Mr. Jones: At first, everything seemed fine. Although the woman driving the other vehicle was sore, she assured us that she would be fine. As a precaution, she was taken by ambulance to the hospital. She was released that day. We thought we had complete coverage because we had insurance. Her lawyer contacted us a few days later and informed us that we had only state minimum liability coverage. We were also paying more for her medical bills.
Mrs. Jones: The accident was finally settled in court and the jury awarded Mrs. Jones $150,000. Our state had a minimum liability of $25,000 so that was all we paid for by our new insurance company. We lost our home and now have liens against our income until the remaining $125,000 is paid. It has completely destroyed our lives. It was all completely unexpected. We believed we were receiving the same coverage as before.
It fades to a black screen at the end. The logos of Nationwide and SF as primary sponsors and Liberty Mutual as minor sponsors are displayed.

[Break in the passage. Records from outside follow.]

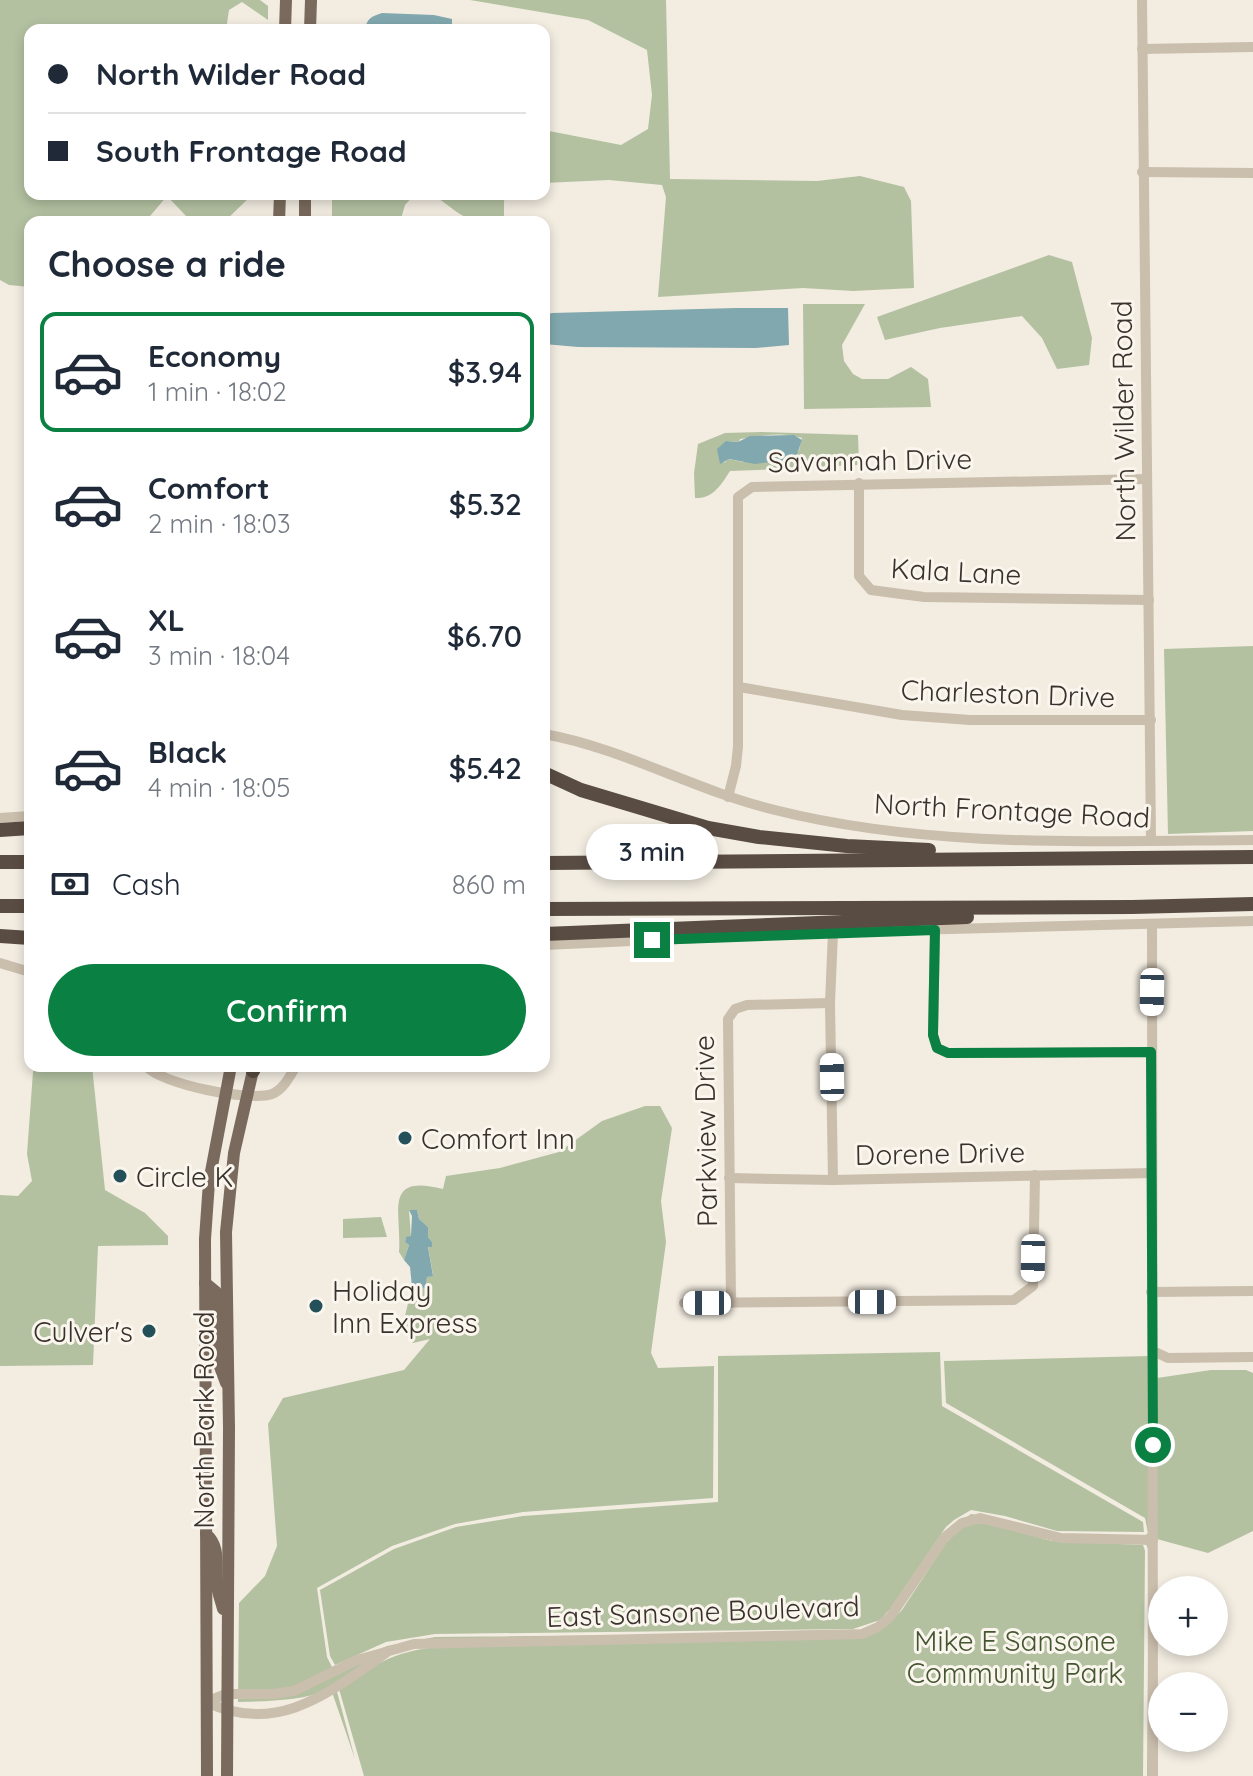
<!DOCTYPE html>
<meta charset="utf-8">
<style>
body{margin:0;font-family:Quicksand,sans-serif;background:#f2f2f3;color:#1f2937;height:100vh;display:flex;flex-direction:column;font-size:30px;white-space:nowrap}
*{box-sizing:border-box;margin:0}
p{font-size:26px;color:#747a83}
.icon{flex:none;width:44px;height:44px;fill:none;stroke:currentColor;stroke-width:2;stroke-linecap:round;stroke-linejoin:round}
.map{position:relative;flex:1;overflow:hidden}
.drawer{position:absolute;left:24px;top:216px;width:526px;height:856px;display:flex;flex-direction:column;background:#fff;border-radius:16px;box-shadow:0 4px 12px #0003}
.drawer>*{flex:none}
.top-card{position:absolute;left:24px;top:24px;width:526px;height:176px;border-radius:16px;box-shadow:0 4px 12px #0003;display:grid;align-content:center;height:176px;padding:0 24px;background:#fff}
.buttons{position:absolute;left:1148px;top:1576px;display:grid;gap:16px}
.buttons a{display:grid;place-items:center;width:80px;height:80px;border-radius:50%;background:#fff;box-shadow:0 4px 12px #0003;font-size:40px}
.end{position:absolute;width:36px;height:36px;margin:-18px;border:10px solid #0b8043;background:#fff;box-shadow:0 0 0 4px #fff}
.from{border-radius:50%}
.bubble{position:absolute;height:56px;border-radius:28px;background:#fff;box-shadow:0 4px 12px #0003;font-size:26px;font-weight:600;line-height:56px;text-align:center}
.car{position:absolute;width:24px;height:48px;margin:-24px -12px;border-radius:10px;box-shadow:0 0 6px 2px #0007;background:linear-gradient(#fff 24%,#345 0 40%,#fff 0 76%,#345 0 86%,#fff 0)}
.top-card b{display:flex;align-items:center;gap:28px;height:76px;font-size:30px}
.top-card b+b{border-top:2px solid #e0e1e3}
.top-card i{width:20px;height:20px;background:#1f2937}
ul{padding:0;list-style:none}
li{display:flex;align-items:center;gap:24px;height:120px;margin:0 16px 12px;padding:0 8px;border:4px solid transparent;border-radius:16px}
li div{flex:1}
li b{display:block;font-size:30px}
li em{font-style:normal;font-weight:600}
li.selected{border-color:#0b8043}
li>.icon{width:72px;height:72px;stroke-width:1.5}
h2{padding:0 24px;font-size:36px;line-height:96px}
.pay{display:flex;align-items:center;gap:20px;height:88px;padding:0 24px;font-size:30px}
.pay p{margin-inline-start:auto}
.action{display:flex;gap:16px;margin-top:auto;padding:16px 24px}
.action a{flex:1;height:92px;border-radius:48px;background:#0b8043;color:#fff;font-size:32px;font-weight:600;line-height:92px;text-align:center}
.map>svg:first-child{display:block}
.green{fill:#b3c1a1}
.water{fill:#81a8ae}
.lines{fill:none;stroke-linecap:round;stroke-linejoin:round}
.minor{stroke:#cabead;stroke-width:10}
.major{stroke:#7a6a5d;stroke-width:12}
.highway{stroke:#594c43;stroke-width:14}
.route{stroke:#0b8043;stroke-width:10}
.poi-dot{fill:#235059;stroke:#faf6ee;stroke-width:3}
.labels{text-anchor:middle;dominant-baseline:central;stroke-width:6;stroke-linejoin:round;paint-order:stroke}
.street-label{font-size:28px;fill:#39312b;stroke:#faf6ee}
.poi-label{font-size:28px;fill:#39312b;stroke:#faf6ee;text-anchor:start}
.park-label{font-size:28px;fill:#445630;stroke:#faf6ee}
</style>
<div class="map">
<svg width="1253" height="1776" viewBox="0 0 1253 1776">
<rect width="100%" height="100%" fill="#f2ece1"/>
<g class="green">
<polygon points="0,0 260,0 268,6 268,20 242,2 229,10 226,30 30,30 30,194 253,194 224,222 187,222 186,216 167,196 145,222 30,222 30,287 9,285 0,280"/>
<polygon points="470,0 666,0 670,179 817,181 860,176 904,187 911,201 914,288 853,291 803,288 658,297 666,197 662,185 609,180 544,183 544,130 621,145 648,129 652,95 647,50 588,20"/>
<polygon points="332,194 415,194 405,205 400,222 332,222"/>
<path d="M432 194H507L504 201V221C469 228 459 212 432 194Z"/>
<polygon points="1049,255 1072,262 1092,338 1089,365 1057,369 1042,338 1022,316 940,328 885,340 877,317"/>
<polygon points="803,304 865,304 842,345 844,361 853,374 862,379 888,379 911,367 928,379 931,407 804,409"/>
<path d="M761 432 858 435 859 465 787 468 785 465 799 450 802 438C782 431 760 436 740 439L739 442 726 441 724 463 728 459 743 462 779 461 782 469 730 471C721 485 713 499 695 498L694 473 698 444 725 433Z"/>
<polygon points="1253,646 1253,831 1168,834 1164,649"/>
<polygon points="37,1066 92,1066 105,1190 145,1213 168,1236 168,1245 98,1246 93,1365 0,1366 0,1195 18,1196 32,1181 27,1154 33,1072"/>
<path d="M645 1106H660L672 1128 661 1201 666 1242 651 1353 658 1368 714 1366 713 1498 523 1512 455 1524 392 1546 317 1588 327 1657 332 1667 337 1669 387 1646 435 1637 830 1633C856 1633 874 1631 893 1612L949 1530 971 1514 1004 1520 1056 1535 1145 1536 1148 1533 1145 1518 946 1403 944 1361 1149 1356V1776H1147L1149 1551 1146 1544 1139 1540C1111 1539 1081 1541 1053 1537 1028 1533 1003 1515 977 1518 937 1523 915 1596 886 1621 878 1628 868 1631 858 1634L428 1644 400 1649 383 1656 336 1688 355 1759 331 1689C302 1701 270 1701 238 1702L239 1603 265 1576 277 1546 268 1424 283 1398 404 1370 430 1339 413 1343 403 1324 412 1287 424 1288 427 1277 433 1275 428 1246H432V1242L428 1237V1227L419 1219 417 1210H409L411 1237H406L405 1242 409 1245 404 1260 399 1252C402 1213 382 1173 443 1189L446 1176 500 1168 559 1152 602 1121Z"/>
<polygon points="381,1217 387,1237 343,1238 343,1219"/>
<polygon points="940,1352 942,1406 1143,1522 1144,1532 1057,1531 1005,1516 971,1510 954,1520 946,1527 890,1609 880,1620 853,1629 435,1634 386,1642 335,1665 330,1656 320,1590 394,1549 456,1527 523,1516 718,1502 718,1356"/>
<polygon points="1211,1370 1246,1370 1253,1373 1253,1531 1208,1553 1157,1539 1157,1378"/>
<path d="M978 1521 1052 1541 1143 1545 1145 1551 1143 1776H364L339 1689C372 1667 388 1654 428 1648L859 1638 887 1625 902 1610 946 1543 960 1529Z"/>
</g>
<g class="water">
<path d="M382 13 434 15 452 19V30H365C366 19 372 16 382 13Z"/>
<polygon points="736,308 788,308 789,345 756,348 578,347 544,344 544,315 552,313"/>
<polygon points="794,435 802,440 795,460 786,465 787,468 782,469 778,461 755,464 729,459 720,464 717,449 726,441 738,442 750,436"/>
<polygon points="409,1210 417,1210 419,1219 428,1227 428,1237 432,1242 432,1247 428,1247 433,1276 427,1277 425,1288 412,1287 410,1267 404,1260 409,1245 405,1242 406,1237 411,1236 412,1216"/>
</g>
<g class="lines">
<g class="minor">
<polyline points="1142,0 1151,841"/>
<polyline points="1142,49 1253,47"/>
<polyline points="1142,172 1253,173"/>
<polyline points="859,483 859,576 871,590 924,597 1149,600"/>
<polyline points="739,687 902,715 970,720 1151,720"/>
<path d="M544 734C623 748 696 791 775 810 930 849 1094 841 1253 840"/>
<polyline points="728,797 736,766 738,746 738,497 752,487 1147,479"/>
<polyline points="0,818 30,816"/>
<polyline points="1152,924 1153,1776"/>
<polyline points="935,930 933,1035 937,1048 948,1053 1151,1052"/>
<polyline points="833,932 830,1003 833,1180"/>
<polyline points="544,945 833,932 1253,921"/>
<polyline points="0,963 30,972"/>
<path d="M146 1066C161 1084 249 1102 272 1094 283 1090 290 1076 296 1066"/>
<polyline points="729,1178 833,1180 1152,1173"/>
<polyline points="1151,1292 1253,1291"/>
<polyline points="684,1303 1014,1300 1033,1286 1035,1175"/>
<polyline points="731,1303 728,1019 735,1009 747,1005 830,1003"/>
<polyline points="1153,1351 1168,1358 1253,1357"/>
<polyline points="206,1702 226,1694 273,1694 294,1691 357,1660 414,1644 862,1634 878,1627 890,1617 945,1537 962,1523 980,1518 1061,1538 1153,1540"/>
<path d="M206 1702C278 1736 330 1692 386 1653"/>
</g>
<g class="major">
<polyline points="285,30 286,0"/>
<polyline points="310,30 311,0"/>
<polyline points="279,222 280,194"/>
<polyline points="305,222 305,194"/>
<polyline points="205,1283 216,1292 216,1356 226,1383"/>
<path d="M206 1534C221 1547 215 1565 217 1583 217 1592 221 1600 223 1609"/>
<polyline points="207,1776 205,1239 209,1182 231,1066"/>
<polyline points="227,1776 229,1428 226,1232 234,1153 254,1066"/>
</g>
<g class="highway">
<polyline points="544,773 581,790 708,828 759,837 847,846 929,850"/>
<polyline points="0,830 30,828"/>
<polyline points="0,862 30,862"/>
<polyline points="544,863 1253,857"/>
<polyline points="0,906 30,906"/>
<polyline points="544,909 1132,907 1253,904"/>
<polyline points="544,934 967,917"/>
<polyline points="0,936 30,938"/>
<polyline points="253,1071 255,1066"/>
</g>
</g>
<g class="lines">
<polyline class="route" points="652,940 935,930 933,1035 937,1048 948,1053 1151,1052 1153,1445"/>
</g>
<g class="poi-dot">
<circle cx="405" cy="1138" r="8"/>
<circle cx="120" cy="1176" r="8"/>
<circle cx="316" cy="1306" r="8"/>
<circle cx="149" cy="1331" r="8"/>
</g>
<g class="labels">
<g class="street-label">
<text transform="translate(1123 421) rotate(-91)">North Wilder Road</text>
<text transform="translate(870 460) rotate(-1)">Savannah Drive</text>
<text transform="translate(956 571) rotate(3)">Kala Lane</text>
<text transform="translate(1008 693) rotate(2)">Charleston Drive</text>
<text transform="translate(1012 810) rotate(3)">North Frontage Road</text>
<text transform="translate(705 1131) rotate(-91)">Parkview Drive</text>
<text transform="translate(940 1153) rotate(-1)">Dorene Drive</text>
<text transform="translate(203 1420) rotate(-90)">North Park Road</text>
<text transform="translate(703 1611) rotate(-2)">East Sansone Boulevard</text>
</g>
<g class="poi-label">
<text x="421" y="1138">Comfort Inn</text>
<text x="136" y="1176">Circle K</text>
<text x="332" y="1290">Holiday<tspan x="332" dy="32">Inn Express</tspan></text>
<text x="133" y="1331" text-anchor="end">Culver's</text>
</g>
<g class="park-label">
<text x="1015" y="1640">Mike E Sansone<tspan x="1015" dy="32">Community Park</tspan></text>
</g>
</g>
</svg>
<div class="buttons">
<a>+</a>
<a>−</a>
</div>
<i class="end from" style="left:1153px;top:1445px"></i>
<i class="end" style="left:652px;top:940px"></i>
<div class="bubble" style="left:586px;top:824px;width:132px">3 min</div>
<i class="car" style="left:1152px;top:992px;rotate:181deg"></i>
<i class="car" style="left:832px;top:1077px;rotate:359deg"></i>
<i class="car" style="left:1033px;top:1258px;rotate:181deg"></i>
<i class="car" style="left:872px;top:1302px;rotate:90deg"></i>
<i class="car" style="left:707px;top:1303px;rotate:270deg"></i>
<div class="top-card">
<b><i class="from"></i>North Wilder Road</b>
<b><i></i>South Frontage Road</b>
</div>
<section class="drawer">
<h2>Choose a ride</h2>
<ul>
<li class="selected"><svg class="icon" aria-label="car" viewBox="0 0 24 24"><path d="M5 17H2v-5l4-1 3-4h7l3 4 3 1v5h-3M9 17h6M6 11h13"/><circle cx="7" cy="17" r="2"/><circle cx="17" cy="17" r="2"/></svg><div><b>Economy</b><p>1 min · 18:02</p></div><em>$3.94</em></li>
<li><svg class="icon" aria-label="car" viewBox="0 0 24 24"><path d="M5 17H2v-5l4-1 3-4h7l3 4 3 1v5h-3M9 17h6M6 11h13"/><circle cx="7" cy="17" r="2"/><circle cx="17" cy="17" r="2"/></svg><div><b>Comfort</b><p>2 min · 18:03</p></div><em>$5.32</em></li>
<li><svg class="icon" aria-label="car" viewBox="0 0 24 24"><path d="M5 17H2v-5l4-1 3-4h7l3 4 3 1v5h-3M9 17h6M6 11h13"/><circle cx="7" cy="17" r="2"/><circle cx="17" cy="17" r="2"/></svg><div><b>XL</b><p>3 min · 18:04</p></div><em>$6.70</em></li>
<li><svg class="icon" aria-label="car" viewBox="0 0 24 24"><path d="M5 17H2v-5l4-1 3-4h7l3 4 3 1v5h-3M9 17h6M6 11h13"/><circle cx="7" cy="17" r="2"/><circle cx="17" cy="17" r="2"/></svg><div><b>Black</b><p>4 min · 18:05</p></div><em>$5.42</em></li>
</ul>
<div class="pay"><svg class="icon" aria-label="cash" viewBox="0 0 24 24"><path d="M3 7h18v10H3z"/><circle cx="12" cy="12" r="2"/></svg>Cash<p>860 m</p></div>
<div class="action"><a>Confirm</a></div>
</section>
</div>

Another commercial might feature insurance experts speaking in layman’s language about the cost and risks of claims. These types of campaigns are not only available in the property and casualty insurance industry. Many of these campaigns are managed by non profit organizations. We can all think about examples in the medical sector, such as Susan G. Komen For the Cure and the American Heart Association. Life Happens, which was established by national insurance producers to increase awareness about life insurance, is closer to our industry. They sponsor Life Insurance Awareness Month every January.
While we don’t believe this is the best solution, it is what is right for consumers. While we believe that the major mutuals are the best positioned to do this, it is possible to find other coverage-focused insurers willing to sacrifice their years of competition to keep personal lines from becoming a commodity.